- Task objective
Take the lines from the beginning of the data below through the line holding "font-size:16px; font-weight:400; color:#757577" and return exactly those.

- Records shown
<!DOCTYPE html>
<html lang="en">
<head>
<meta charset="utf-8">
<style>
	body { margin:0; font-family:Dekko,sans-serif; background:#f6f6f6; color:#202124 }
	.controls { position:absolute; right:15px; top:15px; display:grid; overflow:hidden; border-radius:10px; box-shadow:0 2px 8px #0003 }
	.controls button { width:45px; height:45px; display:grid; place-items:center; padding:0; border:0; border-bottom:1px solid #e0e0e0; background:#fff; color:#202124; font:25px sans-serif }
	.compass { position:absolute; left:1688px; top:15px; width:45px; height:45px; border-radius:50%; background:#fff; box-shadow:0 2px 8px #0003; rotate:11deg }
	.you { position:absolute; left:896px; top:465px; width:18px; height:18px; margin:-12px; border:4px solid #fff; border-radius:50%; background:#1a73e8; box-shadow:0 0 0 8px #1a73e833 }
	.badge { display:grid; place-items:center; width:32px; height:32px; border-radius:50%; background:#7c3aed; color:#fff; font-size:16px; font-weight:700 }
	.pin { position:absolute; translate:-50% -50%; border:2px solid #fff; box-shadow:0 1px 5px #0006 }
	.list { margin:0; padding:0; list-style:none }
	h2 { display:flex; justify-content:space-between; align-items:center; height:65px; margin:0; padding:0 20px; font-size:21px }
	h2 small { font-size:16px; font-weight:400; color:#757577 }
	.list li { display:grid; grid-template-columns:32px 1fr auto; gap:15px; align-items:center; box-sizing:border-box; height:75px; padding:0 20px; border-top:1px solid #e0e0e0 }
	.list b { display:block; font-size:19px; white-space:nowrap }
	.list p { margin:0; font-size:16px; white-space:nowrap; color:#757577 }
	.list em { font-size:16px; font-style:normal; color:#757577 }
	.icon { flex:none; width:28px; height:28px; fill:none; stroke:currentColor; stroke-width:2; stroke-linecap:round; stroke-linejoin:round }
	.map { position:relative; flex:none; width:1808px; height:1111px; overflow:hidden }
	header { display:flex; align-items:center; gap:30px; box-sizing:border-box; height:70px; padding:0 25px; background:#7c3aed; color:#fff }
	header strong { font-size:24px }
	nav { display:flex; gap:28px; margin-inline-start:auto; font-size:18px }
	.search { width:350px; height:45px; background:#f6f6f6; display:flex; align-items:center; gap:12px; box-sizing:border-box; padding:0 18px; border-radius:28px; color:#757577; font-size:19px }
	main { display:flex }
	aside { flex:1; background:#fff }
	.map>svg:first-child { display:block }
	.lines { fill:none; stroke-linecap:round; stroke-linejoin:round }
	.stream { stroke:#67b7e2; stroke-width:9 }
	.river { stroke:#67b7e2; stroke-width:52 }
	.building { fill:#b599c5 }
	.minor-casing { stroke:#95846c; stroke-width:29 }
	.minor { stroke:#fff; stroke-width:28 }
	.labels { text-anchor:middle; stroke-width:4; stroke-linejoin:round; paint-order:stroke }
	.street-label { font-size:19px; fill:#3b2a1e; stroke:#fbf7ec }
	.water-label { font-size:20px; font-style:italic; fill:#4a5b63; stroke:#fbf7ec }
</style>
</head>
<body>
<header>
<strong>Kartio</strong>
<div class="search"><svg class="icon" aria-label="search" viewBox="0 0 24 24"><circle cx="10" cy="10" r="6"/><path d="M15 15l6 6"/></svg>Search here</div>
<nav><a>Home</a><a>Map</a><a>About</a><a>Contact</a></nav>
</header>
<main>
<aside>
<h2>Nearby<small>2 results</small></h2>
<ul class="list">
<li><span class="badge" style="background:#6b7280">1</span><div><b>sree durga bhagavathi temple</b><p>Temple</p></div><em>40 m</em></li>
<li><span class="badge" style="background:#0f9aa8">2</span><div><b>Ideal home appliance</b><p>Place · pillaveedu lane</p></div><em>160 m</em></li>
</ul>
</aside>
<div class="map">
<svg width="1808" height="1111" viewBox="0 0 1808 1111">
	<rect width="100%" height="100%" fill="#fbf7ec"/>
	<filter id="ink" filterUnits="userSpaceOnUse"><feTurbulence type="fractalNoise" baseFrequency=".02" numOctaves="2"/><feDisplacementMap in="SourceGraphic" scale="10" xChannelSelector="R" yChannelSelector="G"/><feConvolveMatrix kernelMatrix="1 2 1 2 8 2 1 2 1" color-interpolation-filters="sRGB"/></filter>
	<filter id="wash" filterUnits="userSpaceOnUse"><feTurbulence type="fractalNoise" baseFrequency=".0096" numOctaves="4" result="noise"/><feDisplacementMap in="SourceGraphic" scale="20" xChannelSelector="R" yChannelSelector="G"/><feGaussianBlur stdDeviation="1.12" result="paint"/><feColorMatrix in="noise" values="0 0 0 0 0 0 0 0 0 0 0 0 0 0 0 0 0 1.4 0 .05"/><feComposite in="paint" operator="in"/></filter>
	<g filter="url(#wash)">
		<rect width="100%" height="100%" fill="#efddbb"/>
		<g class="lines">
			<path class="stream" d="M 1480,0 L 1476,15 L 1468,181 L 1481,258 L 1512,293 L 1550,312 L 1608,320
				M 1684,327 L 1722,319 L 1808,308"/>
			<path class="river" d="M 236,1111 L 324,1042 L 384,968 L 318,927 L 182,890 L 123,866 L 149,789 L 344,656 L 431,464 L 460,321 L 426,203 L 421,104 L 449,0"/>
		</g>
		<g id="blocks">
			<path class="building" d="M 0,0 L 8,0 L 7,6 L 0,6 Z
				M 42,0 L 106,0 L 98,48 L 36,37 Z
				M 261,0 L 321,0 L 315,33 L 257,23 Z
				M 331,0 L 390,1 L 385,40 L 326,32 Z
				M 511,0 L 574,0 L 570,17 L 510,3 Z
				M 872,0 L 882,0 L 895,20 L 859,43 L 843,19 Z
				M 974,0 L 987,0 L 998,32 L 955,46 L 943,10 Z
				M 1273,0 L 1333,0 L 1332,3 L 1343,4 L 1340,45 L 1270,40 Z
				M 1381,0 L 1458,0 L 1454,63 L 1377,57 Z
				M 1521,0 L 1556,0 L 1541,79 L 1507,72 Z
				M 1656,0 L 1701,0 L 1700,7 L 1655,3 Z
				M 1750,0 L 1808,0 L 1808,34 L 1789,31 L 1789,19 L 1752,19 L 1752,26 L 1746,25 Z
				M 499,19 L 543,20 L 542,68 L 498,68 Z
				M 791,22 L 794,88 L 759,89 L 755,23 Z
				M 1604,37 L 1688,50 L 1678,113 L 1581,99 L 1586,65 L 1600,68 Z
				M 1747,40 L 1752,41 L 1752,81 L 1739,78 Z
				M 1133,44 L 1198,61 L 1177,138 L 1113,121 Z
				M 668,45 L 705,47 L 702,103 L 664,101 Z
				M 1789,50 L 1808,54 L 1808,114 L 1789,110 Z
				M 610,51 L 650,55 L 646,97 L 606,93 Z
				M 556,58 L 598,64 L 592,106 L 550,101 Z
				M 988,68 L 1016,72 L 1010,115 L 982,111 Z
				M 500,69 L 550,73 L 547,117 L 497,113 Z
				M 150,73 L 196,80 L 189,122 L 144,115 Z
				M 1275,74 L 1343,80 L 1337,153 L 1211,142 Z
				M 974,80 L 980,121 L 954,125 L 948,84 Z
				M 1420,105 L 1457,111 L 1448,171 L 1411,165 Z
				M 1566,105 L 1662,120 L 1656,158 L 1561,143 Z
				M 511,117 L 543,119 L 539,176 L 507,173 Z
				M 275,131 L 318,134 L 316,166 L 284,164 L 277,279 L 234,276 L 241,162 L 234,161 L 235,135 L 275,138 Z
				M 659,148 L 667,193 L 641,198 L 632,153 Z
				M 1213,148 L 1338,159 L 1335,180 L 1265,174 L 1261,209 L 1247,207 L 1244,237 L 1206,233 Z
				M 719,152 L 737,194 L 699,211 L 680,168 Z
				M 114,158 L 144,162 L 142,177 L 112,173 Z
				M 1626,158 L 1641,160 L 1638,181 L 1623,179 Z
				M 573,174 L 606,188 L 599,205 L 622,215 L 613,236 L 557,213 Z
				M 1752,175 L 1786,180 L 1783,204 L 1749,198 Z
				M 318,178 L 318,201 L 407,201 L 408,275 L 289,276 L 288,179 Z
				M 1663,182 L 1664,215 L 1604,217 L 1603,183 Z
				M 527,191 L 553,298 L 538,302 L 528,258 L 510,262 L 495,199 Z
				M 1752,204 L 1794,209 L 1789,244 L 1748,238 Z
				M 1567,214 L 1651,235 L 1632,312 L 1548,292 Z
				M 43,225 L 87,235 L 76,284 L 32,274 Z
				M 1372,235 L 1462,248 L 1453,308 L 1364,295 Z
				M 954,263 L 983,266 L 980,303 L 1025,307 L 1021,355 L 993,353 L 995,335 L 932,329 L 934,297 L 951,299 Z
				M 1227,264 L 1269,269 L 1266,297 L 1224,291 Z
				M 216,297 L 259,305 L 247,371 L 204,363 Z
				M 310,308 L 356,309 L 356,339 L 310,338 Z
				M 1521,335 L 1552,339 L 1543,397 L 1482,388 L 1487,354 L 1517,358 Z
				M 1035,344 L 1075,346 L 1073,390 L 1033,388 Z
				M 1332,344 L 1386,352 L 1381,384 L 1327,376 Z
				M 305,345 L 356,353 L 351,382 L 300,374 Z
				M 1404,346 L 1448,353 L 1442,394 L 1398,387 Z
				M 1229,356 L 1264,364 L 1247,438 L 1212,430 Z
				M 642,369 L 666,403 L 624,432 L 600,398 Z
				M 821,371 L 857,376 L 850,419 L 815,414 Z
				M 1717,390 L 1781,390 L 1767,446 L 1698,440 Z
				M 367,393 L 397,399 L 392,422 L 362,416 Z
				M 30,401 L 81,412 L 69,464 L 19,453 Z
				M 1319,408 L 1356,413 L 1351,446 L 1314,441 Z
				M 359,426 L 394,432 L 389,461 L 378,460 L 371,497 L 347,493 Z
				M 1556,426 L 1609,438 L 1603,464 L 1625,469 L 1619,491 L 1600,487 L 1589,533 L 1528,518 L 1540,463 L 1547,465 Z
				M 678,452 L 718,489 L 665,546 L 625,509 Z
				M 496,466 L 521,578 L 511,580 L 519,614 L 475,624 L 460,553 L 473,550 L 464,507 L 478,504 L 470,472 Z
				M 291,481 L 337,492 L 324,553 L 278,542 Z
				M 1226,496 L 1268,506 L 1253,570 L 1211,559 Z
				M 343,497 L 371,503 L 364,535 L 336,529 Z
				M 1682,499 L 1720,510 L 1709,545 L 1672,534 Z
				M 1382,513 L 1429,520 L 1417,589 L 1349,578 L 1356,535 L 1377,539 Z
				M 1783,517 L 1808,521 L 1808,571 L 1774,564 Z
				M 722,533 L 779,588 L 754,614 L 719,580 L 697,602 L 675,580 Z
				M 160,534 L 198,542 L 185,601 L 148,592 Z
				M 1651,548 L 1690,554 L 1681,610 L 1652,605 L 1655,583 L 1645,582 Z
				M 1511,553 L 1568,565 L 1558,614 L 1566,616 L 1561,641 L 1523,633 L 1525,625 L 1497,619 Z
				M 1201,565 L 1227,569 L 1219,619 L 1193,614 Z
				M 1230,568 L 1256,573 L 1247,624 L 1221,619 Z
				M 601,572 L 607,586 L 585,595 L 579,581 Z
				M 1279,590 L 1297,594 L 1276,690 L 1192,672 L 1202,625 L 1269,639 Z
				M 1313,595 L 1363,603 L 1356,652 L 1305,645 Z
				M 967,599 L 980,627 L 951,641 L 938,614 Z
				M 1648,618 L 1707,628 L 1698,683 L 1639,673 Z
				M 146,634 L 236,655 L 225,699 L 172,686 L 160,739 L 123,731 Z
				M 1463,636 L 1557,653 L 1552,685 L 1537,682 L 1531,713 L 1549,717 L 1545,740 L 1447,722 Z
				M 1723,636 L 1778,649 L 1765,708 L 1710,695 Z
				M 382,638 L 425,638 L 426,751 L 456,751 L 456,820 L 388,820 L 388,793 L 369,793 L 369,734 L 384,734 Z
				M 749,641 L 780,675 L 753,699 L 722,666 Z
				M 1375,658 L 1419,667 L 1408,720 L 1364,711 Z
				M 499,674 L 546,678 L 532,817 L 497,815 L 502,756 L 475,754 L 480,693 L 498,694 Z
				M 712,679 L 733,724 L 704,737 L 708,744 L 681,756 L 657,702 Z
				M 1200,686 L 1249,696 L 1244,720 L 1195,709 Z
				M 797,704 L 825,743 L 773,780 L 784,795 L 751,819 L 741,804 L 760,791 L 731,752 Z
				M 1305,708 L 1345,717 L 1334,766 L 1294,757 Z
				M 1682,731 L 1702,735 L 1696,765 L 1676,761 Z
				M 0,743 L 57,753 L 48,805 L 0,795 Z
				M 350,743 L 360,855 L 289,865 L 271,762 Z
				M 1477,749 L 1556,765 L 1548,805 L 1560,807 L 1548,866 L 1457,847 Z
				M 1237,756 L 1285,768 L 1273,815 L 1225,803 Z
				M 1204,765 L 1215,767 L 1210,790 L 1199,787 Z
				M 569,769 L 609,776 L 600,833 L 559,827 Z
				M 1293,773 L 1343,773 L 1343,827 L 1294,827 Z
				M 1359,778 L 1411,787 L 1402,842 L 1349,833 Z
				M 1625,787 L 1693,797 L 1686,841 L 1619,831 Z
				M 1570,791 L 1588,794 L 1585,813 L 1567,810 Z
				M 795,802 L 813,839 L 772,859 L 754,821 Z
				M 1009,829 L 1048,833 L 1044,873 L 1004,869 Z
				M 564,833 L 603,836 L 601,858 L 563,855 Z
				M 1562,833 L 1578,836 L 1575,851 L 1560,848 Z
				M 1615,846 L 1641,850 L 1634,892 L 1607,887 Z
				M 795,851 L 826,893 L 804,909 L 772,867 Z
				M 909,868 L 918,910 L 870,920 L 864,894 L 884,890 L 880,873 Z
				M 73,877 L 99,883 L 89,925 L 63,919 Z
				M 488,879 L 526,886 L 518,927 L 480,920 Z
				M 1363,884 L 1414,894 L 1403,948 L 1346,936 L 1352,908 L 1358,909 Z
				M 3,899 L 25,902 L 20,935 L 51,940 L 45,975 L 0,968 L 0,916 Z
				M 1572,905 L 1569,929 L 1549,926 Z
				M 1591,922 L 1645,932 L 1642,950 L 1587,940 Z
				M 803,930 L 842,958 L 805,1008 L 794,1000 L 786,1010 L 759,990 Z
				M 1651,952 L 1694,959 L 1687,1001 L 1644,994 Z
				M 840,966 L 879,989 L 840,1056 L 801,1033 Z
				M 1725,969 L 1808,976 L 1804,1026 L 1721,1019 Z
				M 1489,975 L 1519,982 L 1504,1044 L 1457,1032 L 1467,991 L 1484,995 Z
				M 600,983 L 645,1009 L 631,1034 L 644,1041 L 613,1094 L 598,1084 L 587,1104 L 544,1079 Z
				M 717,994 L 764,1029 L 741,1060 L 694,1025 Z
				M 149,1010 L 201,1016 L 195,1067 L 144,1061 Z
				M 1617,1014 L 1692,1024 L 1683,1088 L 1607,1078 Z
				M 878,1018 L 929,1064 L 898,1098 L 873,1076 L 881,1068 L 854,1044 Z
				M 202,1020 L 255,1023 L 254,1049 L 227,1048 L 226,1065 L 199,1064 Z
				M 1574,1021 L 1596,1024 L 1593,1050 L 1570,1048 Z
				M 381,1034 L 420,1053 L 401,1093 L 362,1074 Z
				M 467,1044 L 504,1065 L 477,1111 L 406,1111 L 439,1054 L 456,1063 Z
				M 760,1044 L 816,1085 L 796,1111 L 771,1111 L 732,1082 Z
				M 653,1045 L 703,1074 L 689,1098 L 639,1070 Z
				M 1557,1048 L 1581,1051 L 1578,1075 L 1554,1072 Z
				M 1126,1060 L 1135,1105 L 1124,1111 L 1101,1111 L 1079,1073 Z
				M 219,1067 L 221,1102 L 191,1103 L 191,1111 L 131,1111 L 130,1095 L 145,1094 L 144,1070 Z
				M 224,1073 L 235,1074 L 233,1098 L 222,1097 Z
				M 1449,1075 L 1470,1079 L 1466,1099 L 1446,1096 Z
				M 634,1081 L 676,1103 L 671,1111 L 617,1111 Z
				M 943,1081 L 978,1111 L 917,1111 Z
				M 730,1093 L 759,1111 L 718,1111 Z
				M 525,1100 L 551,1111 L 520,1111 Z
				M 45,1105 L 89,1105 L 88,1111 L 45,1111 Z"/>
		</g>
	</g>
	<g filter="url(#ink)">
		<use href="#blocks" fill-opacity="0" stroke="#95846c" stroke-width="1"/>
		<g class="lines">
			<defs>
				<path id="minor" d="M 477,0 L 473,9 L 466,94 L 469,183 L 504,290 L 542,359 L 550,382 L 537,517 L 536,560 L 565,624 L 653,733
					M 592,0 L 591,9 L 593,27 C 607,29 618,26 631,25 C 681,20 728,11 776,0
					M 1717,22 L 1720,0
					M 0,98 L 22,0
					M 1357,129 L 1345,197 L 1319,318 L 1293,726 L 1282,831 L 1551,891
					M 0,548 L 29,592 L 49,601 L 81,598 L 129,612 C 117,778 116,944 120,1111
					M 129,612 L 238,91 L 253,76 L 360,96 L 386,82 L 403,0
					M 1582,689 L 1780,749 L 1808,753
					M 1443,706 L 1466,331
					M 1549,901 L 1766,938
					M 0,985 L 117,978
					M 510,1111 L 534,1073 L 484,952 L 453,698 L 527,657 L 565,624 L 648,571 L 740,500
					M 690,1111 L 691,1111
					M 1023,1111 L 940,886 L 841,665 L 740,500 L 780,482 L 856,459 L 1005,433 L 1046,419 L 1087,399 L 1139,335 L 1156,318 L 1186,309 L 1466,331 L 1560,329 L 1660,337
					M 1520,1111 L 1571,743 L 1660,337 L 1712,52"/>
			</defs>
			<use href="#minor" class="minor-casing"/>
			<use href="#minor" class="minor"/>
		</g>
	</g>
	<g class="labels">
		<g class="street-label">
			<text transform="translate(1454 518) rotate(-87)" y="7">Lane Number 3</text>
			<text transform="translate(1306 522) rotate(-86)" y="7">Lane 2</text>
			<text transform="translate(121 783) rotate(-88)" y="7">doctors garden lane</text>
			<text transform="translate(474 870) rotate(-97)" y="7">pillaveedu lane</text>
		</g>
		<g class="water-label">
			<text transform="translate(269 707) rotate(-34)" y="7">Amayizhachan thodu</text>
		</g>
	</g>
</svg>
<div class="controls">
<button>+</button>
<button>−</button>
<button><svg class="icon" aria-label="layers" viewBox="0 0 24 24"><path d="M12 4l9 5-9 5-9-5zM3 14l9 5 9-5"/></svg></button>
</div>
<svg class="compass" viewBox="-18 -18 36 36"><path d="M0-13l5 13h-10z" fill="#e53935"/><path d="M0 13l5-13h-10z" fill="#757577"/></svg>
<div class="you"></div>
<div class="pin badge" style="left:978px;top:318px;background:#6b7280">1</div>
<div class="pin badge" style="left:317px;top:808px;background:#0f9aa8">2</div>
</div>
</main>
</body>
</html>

- Task response
<!DOCTYPE html>
<html lang="en">
<head>
<meta charset="utf-8">
<style>
	body { margin:0; font-family:Dekko,sans-serif; background:#f6f6f6; color:#202124 }
	.controls { position:absolute; right:15px; top:15px; display:grid; overflow:hidden; border-radius:10px; box-shadow:0 2px 8px #0003 }
	.controls button { width:45px; height:45px; display:grid; place-items:center; padding:0; border:0; border-bottom:1px solid #e0e0e0; background:#fff; color:#202124; font:25px sans-serif }
	.compass { position:absolute; left:1688px; top:15px; width:45px; height:45px; border-radius:50%; background:#fff; box-shadow:0 2px 8px #0003; rotate:11deg }
	.you { position:absolute; left:896px; top:465px; width:18px; height:18px; margin:-12px; border:4px solid #fff; border-radius:50%; background:#1a73e8; box-shadow:0 0 0 8px #1a73e833 }
	.badge { display:grid; place-items:center; width:32px; height:32px; border-radius:50%; background:#7c3aed; color:#fff; font-size:16px; font-weight:700 }
	.pin { position:absolute; translate:-50% -50%; border:2px solid #fff; box-shadow:0 1px 5px #0006 }
	.list { margin:0; padding:0; list-style:none }
	h2 { display:flex; justify-content:space-between; align-items:center; height:65px; margin:0; padding:0 20px; font-size:21px }
	h2 small { font-size:16px; font-weight:400; color:#757577 }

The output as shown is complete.